By: Anthony D.
I want you to think of an item that you use daily. What does it do for you? How is it useful?
Personally, the first item that comes to my mind is my phone. Having to use it everyday, my phone has became an essential asset for me to function. There are dozens of apps that keep me organized, entertained, and occupied. So, I ask you again, think of an item that you use frequently. Whatever it may be, its function is determined by its atoms. In summary, atoms are the smallest unit of matter. Moreover, a collection of atoms that are within 100 nanometers are termed nanostructures.
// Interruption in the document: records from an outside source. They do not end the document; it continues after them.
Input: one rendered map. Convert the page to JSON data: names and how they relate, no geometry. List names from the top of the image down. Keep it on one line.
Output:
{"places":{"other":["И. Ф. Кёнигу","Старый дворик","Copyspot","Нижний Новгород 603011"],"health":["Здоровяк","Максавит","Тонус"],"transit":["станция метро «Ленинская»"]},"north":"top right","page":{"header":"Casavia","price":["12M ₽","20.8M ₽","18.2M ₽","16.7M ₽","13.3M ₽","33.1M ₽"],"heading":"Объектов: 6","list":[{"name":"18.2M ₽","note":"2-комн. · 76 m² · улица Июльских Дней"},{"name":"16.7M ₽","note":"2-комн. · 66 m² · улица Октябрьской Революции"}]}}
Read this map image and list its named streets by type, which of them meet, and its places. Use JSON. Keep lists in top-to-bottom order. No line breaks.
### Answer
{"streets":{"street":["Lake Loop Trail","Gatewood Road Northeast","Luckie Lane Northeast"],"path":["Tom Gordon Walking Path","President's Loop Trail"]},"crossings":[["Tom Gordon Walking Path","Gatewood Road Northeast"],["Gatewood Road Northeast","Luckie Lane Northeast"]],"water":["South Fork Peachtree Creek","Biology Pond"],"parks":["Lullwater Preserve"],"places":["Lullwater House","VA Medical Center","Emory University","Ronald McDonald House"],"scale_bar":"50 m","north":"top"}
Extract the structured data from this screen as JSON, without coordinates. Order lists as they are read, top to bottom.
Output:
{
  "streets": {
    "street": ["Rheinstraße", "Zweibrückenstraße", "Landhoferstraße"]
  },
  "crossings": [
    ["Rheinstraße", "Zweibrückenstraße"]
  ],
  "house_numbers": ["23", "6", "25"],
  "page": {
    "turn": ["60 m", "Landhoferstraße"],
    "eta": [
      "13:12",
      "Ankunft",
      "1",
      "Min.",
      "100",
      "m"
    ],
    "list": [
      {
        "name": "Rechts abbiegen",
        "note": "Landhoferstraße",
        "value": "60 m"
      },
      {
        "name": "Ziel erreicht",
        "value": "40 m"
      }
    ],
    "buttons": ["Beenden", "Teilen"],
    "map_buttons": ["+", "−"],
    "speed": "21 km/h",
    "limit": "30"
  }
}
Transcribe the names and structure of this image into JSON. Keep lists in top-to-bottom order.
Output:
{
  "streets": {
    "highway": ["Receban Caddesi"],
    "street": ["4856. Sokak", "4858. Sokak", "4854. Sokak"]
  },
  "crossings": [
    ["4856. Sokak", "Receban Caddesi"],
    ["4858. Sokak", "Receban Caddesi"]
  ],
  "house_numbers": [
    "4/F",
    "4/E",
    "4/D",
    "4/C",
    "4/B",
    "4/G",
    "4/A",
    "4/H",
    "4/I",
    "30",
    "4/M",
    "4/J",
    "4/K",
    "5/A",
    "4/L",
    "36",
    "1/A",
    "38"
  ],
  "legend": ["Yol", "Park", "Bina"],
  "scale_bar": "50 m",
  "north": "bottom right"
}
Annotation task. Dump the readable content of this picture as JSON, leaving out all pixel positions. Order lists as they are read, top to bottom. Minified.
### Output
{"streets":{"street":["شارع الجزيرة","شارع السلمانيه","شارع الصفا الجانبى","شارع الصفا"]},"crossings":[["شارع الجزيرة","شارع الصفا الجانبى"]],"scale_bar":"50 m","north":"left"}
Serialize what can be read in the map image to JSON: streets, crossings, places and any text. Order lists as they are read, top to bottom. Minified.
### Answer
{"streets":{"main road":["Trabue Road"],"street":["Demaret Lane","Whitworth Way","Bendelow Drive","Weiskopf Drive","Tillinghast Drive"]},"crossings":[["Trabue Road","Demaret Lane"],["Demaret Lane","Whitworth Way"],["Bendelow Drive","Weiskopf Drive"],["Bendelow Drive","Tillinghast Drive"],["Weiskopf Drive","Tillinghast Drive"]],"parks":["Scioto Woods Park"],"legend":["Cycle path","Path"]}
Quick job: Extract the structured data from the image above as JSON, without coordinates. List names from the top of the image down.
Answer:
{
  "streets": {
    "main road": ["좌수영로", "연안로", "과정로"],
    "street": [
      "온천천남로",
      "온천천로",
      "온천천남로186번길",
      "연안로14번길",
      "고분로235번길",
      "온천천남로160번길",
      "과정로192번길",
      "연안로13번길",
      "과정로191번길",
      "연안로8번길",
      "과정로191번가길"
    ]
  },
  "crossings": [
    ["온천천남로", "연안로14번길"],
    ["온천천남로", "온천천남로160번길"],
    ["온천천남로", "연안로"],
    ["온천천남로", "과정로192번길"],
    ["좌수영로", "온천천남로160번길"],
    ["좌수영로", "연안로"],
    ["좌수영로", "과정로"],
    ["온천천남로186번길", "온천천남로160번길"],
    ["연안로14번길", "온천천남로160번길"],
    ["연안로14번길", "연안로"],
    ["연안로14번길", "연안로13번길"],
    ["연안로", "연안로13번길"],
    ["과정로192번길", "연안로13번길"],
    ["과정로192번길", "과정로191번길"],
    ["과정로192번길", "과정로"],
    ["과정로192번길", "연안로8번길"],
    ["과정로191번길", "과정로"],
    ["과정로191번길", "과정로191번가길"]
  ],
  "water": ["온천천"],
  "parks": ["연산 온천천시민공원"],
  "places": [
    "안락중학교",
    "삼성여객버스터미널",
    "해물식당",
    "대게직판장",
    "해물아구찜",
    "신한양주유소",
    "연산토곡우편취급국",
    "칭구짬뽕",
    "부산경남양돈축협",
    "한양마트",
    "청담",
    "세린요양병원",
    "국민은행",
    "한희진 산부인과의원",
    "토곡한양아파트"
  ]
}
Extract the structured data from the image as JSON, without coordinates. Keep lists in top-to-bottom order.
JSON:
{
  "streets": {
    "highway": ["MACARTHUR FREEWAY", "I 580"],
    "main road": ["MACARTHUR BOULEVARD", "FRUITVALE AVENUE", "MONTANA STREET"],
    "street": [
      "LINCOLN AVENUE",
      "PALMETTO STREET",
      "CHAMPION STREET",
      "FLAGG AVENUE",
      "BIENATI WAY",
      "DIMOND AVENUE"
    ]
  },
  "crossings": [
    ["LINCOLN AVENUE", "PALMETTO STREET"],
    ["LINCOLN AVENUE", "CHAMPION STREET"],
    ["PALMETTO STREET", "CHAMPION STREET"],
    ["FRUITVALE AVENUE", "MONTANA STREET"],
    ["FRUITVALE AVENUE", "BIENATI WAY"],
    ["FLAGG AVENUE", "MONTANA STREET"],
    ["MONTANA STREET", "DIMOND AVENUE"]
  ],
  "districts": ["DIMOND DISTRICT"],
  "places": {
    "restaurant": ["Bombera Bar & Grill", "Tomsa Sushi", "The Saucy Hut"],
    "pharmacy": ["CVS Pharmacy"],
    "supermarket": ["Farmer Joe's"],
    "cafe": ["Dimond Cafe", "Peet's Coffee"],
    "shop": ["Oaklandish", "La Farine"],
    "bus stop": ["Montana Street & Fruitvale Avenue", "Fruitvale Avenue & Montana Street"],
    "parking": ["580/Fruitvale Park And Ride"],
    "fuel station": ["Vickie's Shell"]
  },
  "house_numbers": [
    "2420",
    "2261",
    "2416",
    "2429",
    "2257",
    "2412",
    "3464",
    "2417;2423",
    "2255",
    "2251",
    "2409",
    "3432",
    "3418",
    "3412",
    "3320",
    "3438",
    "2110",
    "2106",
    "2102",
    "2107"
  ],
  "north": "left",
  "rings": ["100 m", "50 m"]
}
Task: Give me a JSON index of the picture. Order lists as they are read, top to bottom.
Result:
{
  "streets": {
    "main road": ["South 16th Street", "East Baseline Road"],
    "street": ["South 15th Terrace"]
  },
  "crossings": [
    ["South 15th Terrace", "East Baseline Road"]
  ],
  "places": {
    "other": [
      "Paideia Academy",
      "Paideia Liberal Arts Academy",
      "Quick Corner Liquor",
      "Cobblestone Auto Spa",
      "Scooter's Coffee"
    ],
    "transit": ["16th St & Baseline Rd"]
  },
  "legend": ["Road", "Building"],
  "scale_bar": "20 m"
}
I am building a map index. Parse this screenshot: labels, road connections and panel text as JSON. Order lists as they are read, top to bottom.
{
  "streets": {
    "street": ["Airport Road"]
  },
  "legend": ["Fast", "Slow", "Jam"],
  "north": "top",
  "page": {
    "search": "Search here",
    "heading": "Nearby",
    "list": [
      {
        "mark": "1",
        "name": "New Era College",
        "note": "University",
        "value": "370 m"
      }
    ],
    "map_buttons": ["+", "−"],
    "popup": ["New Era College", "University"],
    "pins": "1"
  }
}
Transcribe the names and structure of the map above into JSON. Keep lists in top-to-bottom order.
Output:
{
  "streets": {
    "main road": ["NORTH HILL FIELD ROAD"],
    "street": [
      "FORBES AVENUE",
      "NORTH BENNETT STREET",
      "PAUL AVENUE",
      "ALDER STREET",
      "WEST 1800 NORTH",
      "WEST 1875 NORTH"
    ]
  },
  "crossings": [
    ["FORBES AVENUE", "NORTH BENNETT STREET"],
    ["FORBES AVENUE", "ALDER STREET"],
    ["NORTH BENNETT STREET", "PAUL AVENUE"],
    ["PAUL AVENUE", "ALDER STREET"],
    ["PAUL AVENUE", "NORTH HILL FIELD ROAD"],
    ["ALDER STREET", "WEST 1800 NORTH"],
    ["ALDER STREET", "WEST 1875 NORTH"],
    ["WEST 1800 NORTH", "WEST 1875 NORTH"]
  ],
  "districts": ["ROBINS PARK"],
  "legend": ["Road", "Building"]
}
Fortunately, advancement in technology have given researchers the opportunity to rearrange these atoms into new nanostructures. Unfortunately, working with structures that range between 1nm to 100nm is extremely difficult. Therefore, scientists require nanotechnology to manipulate these structures.
Caltech physicist Richard Feynman founded nanotechnology in 1952 through experiments and inquiries. Compared to other topics, nanotech is a relatively new frontier in science. With research in medicine, engineering, and ecology; nanotechnology is one of the most versatile fields to study. For example, researchers are developing nanotech that will diagnose diseases by detecting chemical changes in the bloodstream. The nanotech will be coated with antibodies that can bind to harmful cells and trap it for analysis.
In another study, nanotech is being used to improve stem cell therapy. These stem cells can be used to “restore function to failing organ(s) or tissue systems.” By organizing stem cells with micropatterns, scientists are aiming to “turn stem cells into any type of cell on command” (i.e. bone cells). Not limiting itself to medicine, the University of Alberta is inventing nanotechnology that can filter water supplies. These nanocomposites will sift any toxic substances such as lead to leave the remaining water clean and refined.
Why Should You Care?
In a world filled with solvable problems, advancements in nanotechnology are essential. With a global investment of an estimated $250,000,000,000, nanotechnology continues to expand. Soon nanotech will target cancer cells, purify water, and deliver antibiotics through your bloodstream. Soon, it will become a greater part of our everyday life and change our current lifestyles. So, if this interests you, I encourage you to take a look at it during your spare time – you will have to learn about it sooner or later.